> [Data extract]
........

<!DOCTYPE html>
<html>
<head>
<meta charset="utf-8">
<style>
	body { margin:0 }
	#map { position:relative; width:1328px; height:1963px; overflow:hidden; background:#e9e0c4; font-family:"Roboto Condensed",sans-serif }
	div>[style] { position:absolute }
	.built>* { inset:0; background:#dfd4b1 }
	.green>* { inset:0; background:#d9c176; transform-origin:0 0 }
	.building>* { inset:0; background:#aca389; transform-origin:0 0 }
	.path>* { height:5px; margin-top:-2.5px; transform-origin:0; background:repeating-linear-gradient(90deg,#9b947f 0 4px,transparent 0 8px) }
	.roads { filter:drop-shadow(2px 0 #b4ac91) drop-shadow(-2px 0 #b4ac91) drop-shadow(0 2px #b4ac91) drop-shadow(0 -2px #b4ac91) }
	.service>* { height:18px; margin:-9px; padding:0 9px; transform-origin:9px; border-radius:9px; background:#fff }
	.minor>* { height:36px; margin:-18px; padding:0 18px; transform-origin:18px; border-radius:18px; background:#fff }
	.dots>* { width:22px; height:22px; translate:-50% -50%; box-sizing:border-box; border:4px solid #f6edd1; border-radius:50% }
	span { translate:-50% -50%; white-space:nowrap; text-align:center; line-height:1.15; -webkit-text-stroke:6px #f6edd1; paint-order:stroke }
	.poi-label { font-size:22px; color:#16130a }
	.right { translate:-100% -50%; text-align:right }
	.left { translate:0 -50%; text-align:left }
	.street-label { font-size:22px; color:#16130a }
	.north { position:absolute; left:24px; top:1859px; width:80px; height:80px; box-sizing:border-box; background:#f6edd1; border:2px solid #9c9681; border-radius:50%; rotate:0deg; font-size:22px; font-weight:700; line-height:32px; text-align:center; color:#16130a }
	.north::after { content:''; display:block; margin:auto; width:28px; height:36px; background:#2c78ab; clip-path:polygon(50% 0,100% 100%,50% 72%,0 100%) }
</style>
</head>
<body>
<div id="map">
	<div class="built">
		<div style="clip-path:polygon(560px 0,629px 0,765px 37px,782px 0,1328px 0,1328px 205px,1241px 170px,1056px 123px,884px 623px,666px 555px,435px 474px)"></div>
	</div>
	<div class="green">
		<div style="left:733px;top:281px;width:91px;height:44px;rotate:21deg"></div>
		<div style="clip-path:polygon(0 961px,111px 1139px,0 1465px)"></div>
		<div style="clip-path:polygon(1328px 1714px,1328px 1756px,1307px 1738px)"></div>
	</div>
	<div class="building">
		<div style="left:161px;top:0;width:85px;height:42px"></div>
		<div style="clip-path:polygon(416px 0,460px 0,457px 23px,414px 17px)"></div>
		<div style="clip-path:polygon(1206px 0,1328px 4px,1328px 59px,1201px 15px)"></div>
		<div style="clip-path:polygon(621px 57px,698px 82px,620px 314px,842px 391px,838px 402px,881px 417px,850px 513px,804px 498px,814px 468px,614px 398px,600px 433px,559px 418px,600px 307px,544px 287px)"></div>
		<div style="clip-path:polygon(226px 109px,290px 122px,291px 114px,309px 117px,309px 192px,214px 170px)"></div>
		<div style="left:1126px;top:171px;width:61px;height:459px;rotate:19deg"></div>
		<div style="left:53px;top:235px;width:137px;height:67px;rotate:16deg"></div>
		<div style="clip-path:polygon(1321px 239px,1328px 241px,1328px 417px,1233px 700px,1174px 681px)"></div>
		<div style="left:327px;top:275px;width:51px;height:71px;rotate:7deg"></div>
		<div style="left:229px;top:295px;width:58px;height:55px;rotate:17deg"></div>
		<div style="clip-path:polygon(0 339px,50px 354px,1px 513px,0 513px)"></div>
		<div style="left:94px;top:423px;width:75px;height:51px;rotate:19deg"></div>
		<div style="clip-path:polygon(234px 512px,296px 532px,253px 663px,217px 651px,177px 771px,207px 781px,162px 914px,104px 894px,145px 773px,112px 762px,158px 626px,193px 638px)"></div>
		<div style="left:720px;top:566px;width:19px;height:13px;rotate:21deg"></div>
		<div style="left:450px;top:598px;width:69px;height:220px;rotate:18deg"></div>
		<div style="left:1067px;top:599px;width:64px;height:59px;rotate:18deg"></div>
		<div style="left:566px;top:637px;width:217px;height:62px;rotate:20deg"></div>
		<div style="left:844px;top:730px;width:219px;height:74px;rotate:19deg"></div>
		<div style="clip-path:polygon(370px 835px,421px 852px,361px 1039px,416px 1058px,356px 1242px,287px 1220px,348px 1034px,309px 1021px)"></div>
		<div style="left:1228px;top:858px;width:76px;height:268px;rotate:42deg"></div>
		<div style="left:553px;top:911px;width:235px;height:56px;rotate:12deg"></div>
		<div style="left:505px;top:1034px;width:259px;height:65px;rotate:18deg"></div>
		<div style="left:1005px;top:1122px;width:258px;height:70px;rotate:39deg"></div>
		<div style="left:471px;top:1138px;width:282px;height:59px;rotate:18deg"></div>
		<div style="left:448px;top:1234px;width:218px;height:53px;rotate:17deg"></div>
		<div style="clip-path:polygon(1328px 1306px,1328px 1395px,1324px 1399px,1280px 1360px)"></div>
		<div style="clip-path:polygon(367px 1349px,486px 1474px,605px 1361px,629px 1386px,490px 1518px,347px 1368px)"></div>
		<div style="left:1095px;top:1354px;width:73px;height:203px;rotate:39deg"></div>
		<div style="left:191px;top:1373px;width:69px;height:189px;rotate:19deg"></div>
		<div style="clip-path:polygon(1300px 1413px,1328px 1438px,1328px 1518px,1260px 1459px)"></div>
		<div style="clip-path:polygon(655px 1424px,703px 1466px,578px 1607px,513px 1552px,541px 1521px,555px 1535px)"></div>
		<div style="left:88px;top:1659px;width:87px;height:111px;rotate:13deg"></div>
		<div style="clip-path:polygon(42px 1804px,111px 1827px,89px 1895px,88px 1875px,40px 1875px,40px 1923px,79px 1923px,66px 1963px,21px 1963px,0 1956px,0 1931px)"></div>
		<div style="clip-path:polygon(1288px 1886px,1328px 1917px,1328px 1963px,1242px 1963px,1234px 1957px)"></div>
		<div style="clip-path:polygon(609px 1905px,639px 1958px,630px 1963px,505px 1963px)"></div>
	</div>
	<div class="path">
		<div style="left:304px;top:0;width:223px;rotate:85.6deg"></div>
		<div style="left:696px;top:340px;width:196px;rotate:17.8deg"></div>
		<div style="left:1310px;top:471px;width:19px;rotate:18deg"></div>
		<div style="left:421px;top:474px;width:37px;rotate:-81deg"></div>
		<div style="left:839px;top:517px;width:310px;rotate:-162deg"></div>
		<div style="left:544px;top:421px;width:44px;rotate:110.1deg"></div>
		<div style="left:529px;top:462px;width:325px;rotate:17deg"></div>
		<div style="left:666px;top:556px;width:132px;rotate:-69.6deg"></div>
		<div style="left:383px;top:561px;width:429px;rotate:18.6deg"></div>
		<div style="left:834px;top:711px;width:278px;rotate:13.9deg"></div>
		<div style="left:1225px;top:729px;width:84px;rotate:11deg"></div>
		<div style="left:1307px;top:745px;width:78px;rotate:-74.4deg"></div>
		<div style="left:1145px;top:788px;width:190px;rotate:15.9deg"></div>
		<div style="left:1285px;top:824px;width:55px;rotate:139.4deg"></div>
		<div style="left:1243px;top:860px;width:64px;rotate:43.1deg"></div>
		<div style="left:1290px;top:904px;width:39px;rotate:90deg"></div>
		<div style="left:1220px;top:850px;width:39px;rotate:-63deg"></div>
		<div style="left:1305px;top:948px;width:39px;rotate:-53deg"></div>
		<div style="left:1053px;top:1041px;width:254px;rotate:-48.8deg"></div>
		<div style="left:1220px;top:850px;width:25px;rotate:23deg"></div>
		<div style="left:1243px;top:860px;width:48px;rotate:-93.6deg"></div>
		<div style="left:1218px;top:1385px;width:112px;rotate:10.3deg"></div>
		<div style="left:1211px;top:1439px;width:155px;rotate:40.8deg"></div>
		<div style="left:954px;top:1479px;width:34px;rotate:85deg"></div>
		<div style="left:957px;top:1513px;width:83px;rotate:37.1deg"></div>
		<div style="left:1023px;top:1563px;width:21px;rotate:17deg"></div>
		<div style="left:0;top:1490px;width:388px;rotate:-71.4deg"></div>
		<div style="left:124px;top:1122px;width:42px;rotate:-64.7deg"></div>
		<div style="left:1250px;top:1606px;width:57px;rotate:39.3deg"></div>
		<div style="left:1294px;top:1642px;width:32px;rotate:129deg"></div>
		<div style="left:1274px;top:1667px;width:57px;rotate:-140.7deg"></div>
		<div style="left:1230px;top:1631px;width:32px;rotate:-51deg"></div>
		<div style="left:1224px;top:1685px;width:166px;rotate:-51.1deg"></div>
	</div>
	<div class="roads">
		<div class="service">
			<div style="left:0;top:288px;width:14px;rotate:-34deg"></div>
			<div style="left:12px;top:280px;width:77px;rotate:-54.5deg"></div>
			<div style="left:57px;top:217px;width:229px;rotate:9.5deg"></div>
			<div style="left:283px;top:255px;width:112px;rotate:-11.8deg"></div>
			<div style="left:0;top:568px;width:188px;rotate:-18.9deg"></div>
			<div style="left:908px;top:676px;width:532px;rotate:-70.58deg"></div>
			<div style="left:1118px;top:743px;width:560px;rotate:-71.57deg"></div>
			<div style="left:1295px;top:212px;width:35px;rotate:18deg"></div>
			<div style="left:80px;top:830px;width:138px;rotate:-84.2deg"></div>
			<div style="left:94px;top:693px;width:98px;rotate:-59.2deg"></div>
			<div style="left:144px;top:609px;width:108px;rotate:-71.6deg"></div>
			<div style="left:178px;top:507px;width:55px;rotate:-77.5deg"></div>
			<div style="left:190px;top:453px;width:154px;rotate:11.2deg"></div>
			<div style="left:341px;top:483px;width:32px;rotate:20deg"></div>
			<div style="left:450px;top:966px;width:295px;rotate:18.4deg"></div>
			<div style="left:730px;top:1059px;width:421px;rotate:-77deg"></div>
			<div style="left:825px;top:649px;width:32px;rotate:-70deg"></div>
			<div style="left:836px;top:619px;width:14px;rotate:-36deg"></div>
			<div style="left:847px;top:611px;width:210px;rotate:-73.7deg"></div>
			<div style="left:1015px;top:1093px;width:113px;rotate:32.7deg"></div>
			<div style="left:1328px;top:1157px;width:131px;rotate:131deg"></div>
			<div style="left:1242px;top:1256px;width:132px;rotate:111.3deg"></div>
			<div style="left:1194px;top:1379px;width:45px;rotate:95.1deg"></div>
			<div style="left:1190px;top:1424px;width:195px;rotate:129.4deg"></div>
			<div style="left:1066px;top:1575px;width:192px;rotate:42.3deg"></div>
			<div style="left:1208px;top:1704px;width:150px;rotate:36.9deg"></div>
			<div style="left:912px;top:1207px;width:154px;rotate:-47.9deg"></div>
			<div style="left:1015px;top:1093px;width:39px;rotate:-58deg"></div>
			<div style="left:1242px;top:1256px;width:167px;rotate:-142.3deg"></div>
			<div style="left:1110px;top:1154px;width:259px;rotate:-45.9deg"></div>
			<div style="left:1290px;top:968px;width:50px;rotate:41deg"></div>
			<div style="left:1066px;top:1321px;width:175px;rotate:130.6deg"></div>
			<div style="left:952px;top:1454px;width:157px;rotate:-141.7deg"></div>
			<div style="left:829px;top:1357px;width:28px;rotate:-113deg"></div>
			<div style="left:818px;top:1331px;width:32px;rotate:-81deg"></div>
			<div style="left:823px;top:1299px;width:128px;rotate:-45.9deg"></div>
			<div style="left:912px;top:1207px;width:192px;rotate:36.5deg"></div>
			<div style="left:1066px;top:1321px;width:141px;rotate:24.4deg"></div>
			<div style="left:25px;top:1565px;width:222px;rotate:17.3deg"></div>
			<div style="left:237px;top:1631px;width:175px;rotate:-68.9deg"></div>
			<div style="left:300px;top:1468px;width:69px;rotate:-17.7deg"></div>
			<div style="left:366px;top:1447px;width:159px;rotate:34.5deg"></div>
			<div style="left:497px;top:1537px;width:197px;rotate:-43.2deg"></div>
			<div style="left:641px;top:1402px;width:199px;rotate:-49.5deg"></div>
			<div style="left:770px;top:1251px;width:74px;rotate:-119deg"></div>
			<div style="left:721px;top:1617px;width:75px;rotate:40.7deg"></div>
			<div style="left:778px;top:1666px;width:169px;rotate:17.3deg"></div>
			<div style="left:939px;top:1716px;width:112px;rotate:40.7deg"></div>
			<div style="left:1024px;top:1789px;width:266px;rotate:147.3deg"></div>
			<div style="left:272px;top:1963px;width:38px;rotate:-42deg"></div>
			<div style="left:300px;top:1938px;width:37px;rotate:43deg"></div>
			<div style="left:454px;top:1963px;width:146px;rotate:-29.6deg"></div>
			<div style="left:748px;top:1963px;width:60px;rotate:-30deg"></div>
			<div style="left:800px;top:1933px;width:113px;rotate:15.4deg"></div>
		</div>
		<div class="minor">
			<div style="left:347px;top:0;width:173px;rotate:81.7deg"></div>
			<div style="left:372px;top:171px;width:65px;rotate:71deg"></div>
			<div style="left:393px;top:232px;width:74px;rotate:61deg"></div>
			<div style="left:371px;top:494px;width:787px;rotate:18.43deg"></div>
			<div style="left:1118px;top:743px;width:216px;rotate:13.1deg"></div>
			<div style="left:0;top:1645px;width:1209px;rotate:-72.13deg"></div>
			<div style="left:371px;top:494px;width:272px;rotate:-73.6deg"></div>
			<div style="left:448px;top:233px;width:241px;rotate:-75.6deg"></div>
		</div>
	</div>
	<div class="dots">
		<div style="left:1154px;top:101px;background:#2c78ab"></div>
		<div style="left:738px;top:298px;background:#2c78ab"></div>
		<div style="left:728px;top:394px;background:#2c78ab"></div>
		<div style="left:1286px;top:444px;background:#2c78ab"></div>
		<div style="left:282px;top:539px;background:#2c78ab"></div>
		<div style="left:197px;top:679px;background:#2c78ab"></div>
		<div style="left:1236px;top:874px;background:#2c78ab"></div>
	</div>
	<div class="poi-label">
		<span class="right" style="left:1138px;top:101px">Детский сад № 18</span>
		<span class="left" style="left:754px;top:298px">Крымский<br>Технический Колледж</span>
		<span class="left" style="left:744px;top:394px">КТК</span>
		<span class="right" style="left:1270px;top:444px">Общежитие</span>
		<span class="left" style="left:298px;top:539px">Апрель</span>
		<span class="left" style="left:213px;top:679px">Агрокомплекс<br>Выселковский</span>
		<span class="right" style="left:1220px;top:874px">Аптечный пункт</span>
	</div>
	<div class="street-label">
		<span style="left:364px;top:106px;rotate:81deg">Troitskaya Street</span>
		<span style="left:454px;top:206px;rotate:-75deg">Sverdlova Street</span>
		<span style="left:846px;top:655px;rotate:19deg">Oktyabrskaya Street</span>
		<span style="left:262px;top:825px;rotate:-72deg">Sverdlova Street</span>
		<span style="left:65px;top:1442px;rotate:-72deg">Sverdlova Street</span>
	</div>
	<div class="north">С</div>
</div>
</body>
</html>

........

> [Your instructions] Give back every line from the beginning of the records through the line holding "height:18px; margin:-9px; padding:0", exactly as it reads, and leave out the rest.

> [Output for this task]
<!DOCTYPE html>
<html>
<head>
<meta charset="utf-8">
<style>
	body { margin:0 }
	#map { position:relative; width:1328px; height:1963px; overflow:hidden; background:#e9e0c4; font-family:"Roboto Condensed",sans-serif }
	div>[style] { position:absolute }
	.built>* { inset:0; background:#dfd4b1 }
	.green>* { inset:0; background:#d9c176; transform-origin:0 0 }
	.building>* { inset:0; background:#aca389; transform-origin:0 0 }
	.path>* { height:5px; margin-top:-2.5px; transform-origin:0; background:repeating-linear-gradient(90deg,#9b947f 0 4px,transparent 0 8px) }
	.roads { filter:drop-shadow(2px 0 #b4ac91) drop-shadow(-2px 0 #b4ac91) drop-shadow(0 2px #b4ac91) drop-shadow(0 -2px #b4ac91) }
	.service>* { height:18px; margin:-9px; padding:0 9px; transform-origin:9px; border-radius:9px; background:#fff }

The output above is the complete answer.